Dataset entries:
^^^^^^^^^^^^^^^^
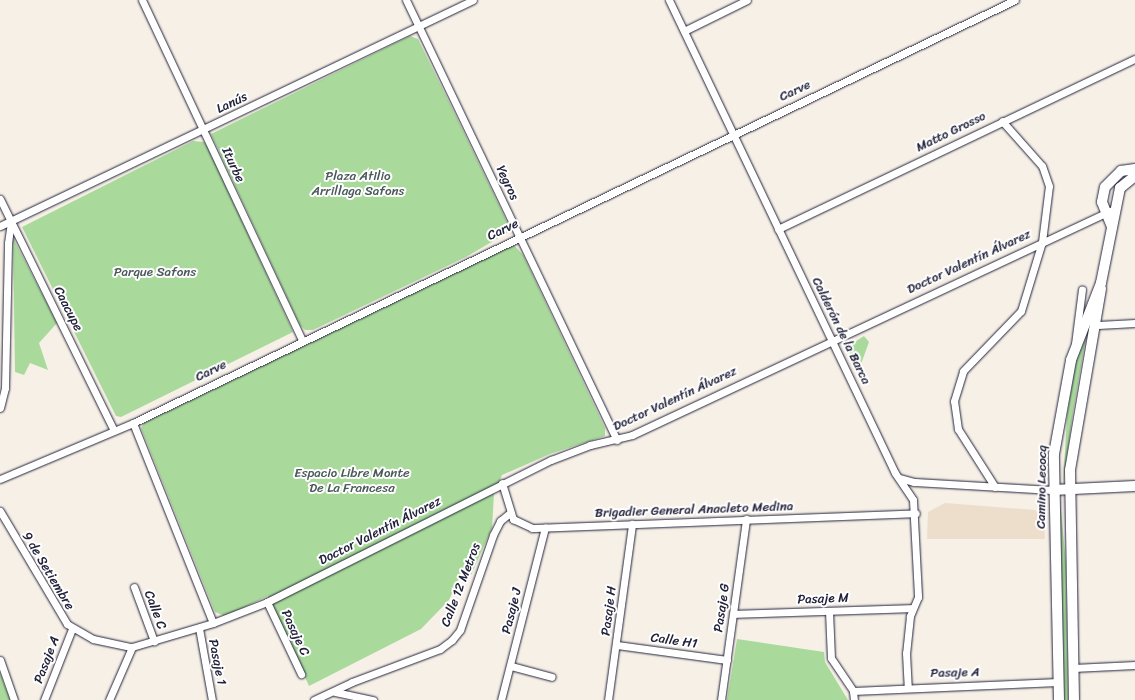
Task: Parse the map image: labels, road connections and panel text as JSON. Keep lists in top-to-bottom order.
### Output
{
  "streets": {
    "street": [
      "Carve",
      "Lanús",
      "Matto Grosso",
      "Iturbe",
      "Yegros",
      "Doctor Valentín Álvarez",
      "Caacupe",
      "Calderón de la Barca",
      "Camino Lecocq",
      "Brigadier General Anacleto Medina",
      "9 de Setiembre",
      "Calle 12 Metros",
      "Pasaje M",
      "Pasaje G",
      "Calle C",
      "Pasaje J",
      "Pasaje H",
      "Pasaje C",
      "Calle H1",
      "Pasaje A",
      "Pasaje 1"
    ]
  },
  "crossings": [
    ["Carve", "Iturbe"],
    ["Carve", "Yegros"],
    ["Carve", "Caacupe"],
    ["Carve", "Calderón de la Barca"],
    ["Lanús", "Iturbe"],
    ["Lanús", "Yegros"],
    ["Lanús", "Caacupe"],
    ["Matto Grosso", "Calderón de la Barca"],
    ["Yegros", "Doctor Valentín Álvarez"],
    ["Doctor Valentín Álvarez", "Calderón de la Barca"],
    ["Doctor Valentín Álvarez", "Camino Lecocq"],
    ["Doctor Valentín Álvarez", "9 de Setiembre"],
    ["Doctor Valentín Álvarez", "Calle C"],
    ["Doctor Valentín Álvarez", "Pasaje C"],
    ["Doctor Valentín Álvarez", "Pasaje 1"],
    ["Calderón de la Barca", "Brigadier General Anacleto Medina"],
    ["Calderón de la Barca", "Pasaje M"],
    ["Calderón de la Barca", "Pasaje A"],
    ["Camino Lecocq", "Pasaje A"],
    ["Brigadier General Anacleto Medina", "Calle 12 Metros"],
    ["Brigadier General Anacleto Medina", "Pasaje G"],
    ["Brigadier General Anacleto Medina", "Pasaje J"],
    ["Brigadier General Anacleto Medina", "Pasaje H"],
    ["9 de Setiembre", "Pasaje A"],
    ["Pasaje M", "Pasaje G"],
    ["Pasaje G", "Calle H1"],
    ["Pasaje H", "Calle H1"]
  ],
  "parks": ["Plaza Atilio Arrillaga Safons", "Parque Safons", "Espacio Libre Monte De La Francesa"]
}
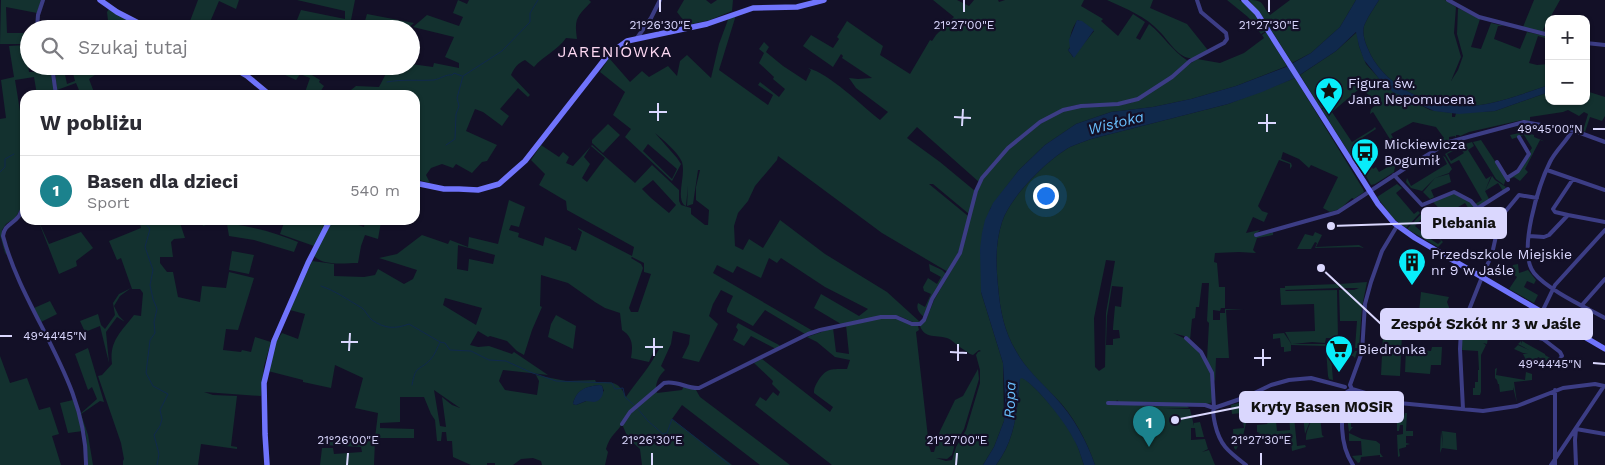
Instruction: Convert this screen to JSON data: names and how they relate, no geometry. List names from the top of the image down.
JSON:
{
  "districts": ["JARENIÓWKA"],
  "water": ["Wisłoka", "Ropa"],
  "places": {
    "place": ["Figura św. Jana Nepomucena"],
    "bus stop": ["Mickiewicza Bogumił"],
    "other": ["Plebania", "Zespół Szkół nr 3 w Jaśle", "Kryty Basen MOSiR"],
    "building": ["Przedszkole Miejskie nr 9 w Jaśle"],
    "supermarket": ["Biedronka"]
  },
  "page": {
    "map_buttons": ["+", "−"],
    "search": "Szukaj tutaj",
    "heading": "W pobliżu",
    "list": [
      {
        "mark": "1",
        "name": "Basen dla dzieci",
        "note": "Sport",
        "value": "540 m"
      }
    ],
    "pins": "1"
  },
  "coordinates": [
    "21°26'30\"E",
    "21°27'00\"E",
    "21°27'30\"E",
    "49°45'00\"N",
    "49°44'45\"N",
    "21°26'00\"E"
  ]
}
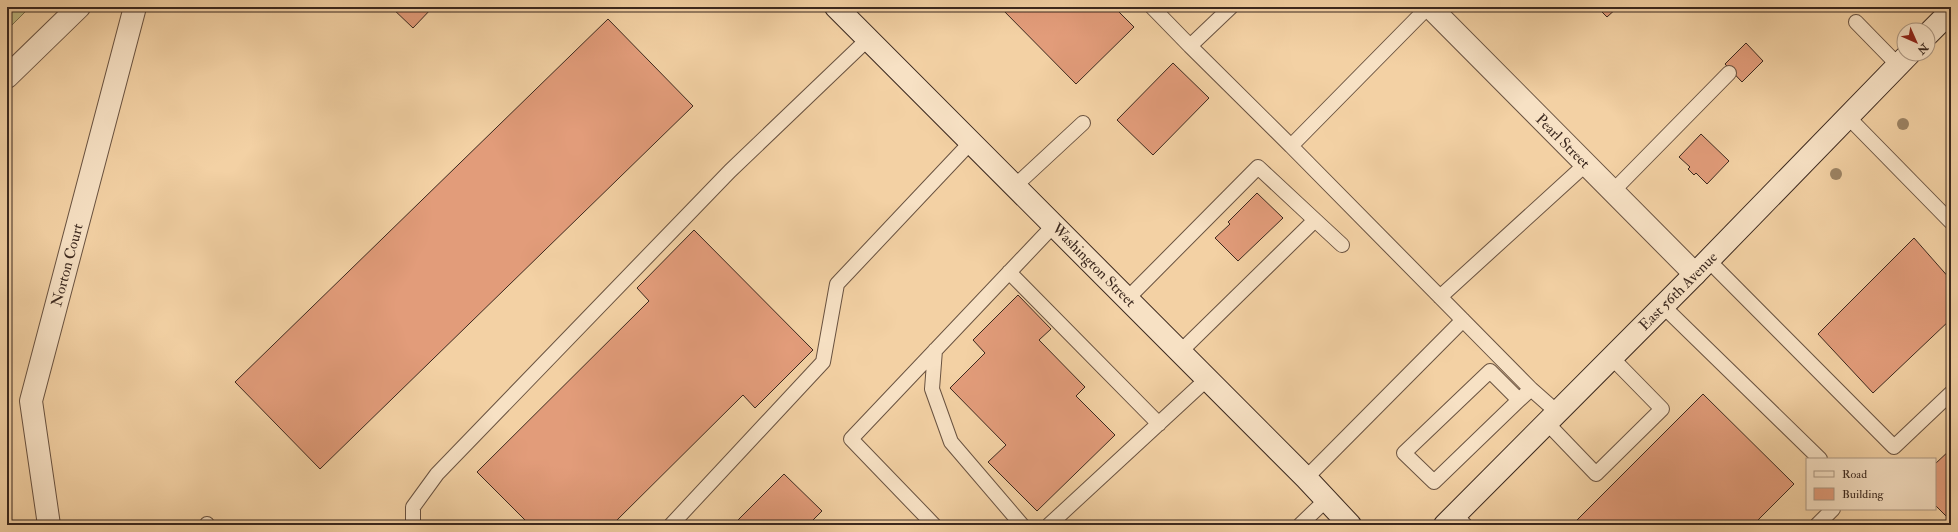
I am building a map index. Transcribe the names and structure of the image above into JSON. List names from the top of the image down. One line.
{"streets":{"street":["Pearl Street","Norton Court","Washington Street","East 56th Avenue"]},"crossings":[["Pearl Street","East 56th Avenue"]],"legend":["Road","Building"],"north":"bottom right"}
^^^^^^^^^^^^^^^^
If a line of the records above contains the word "Setiembre", count it; give only the total.

3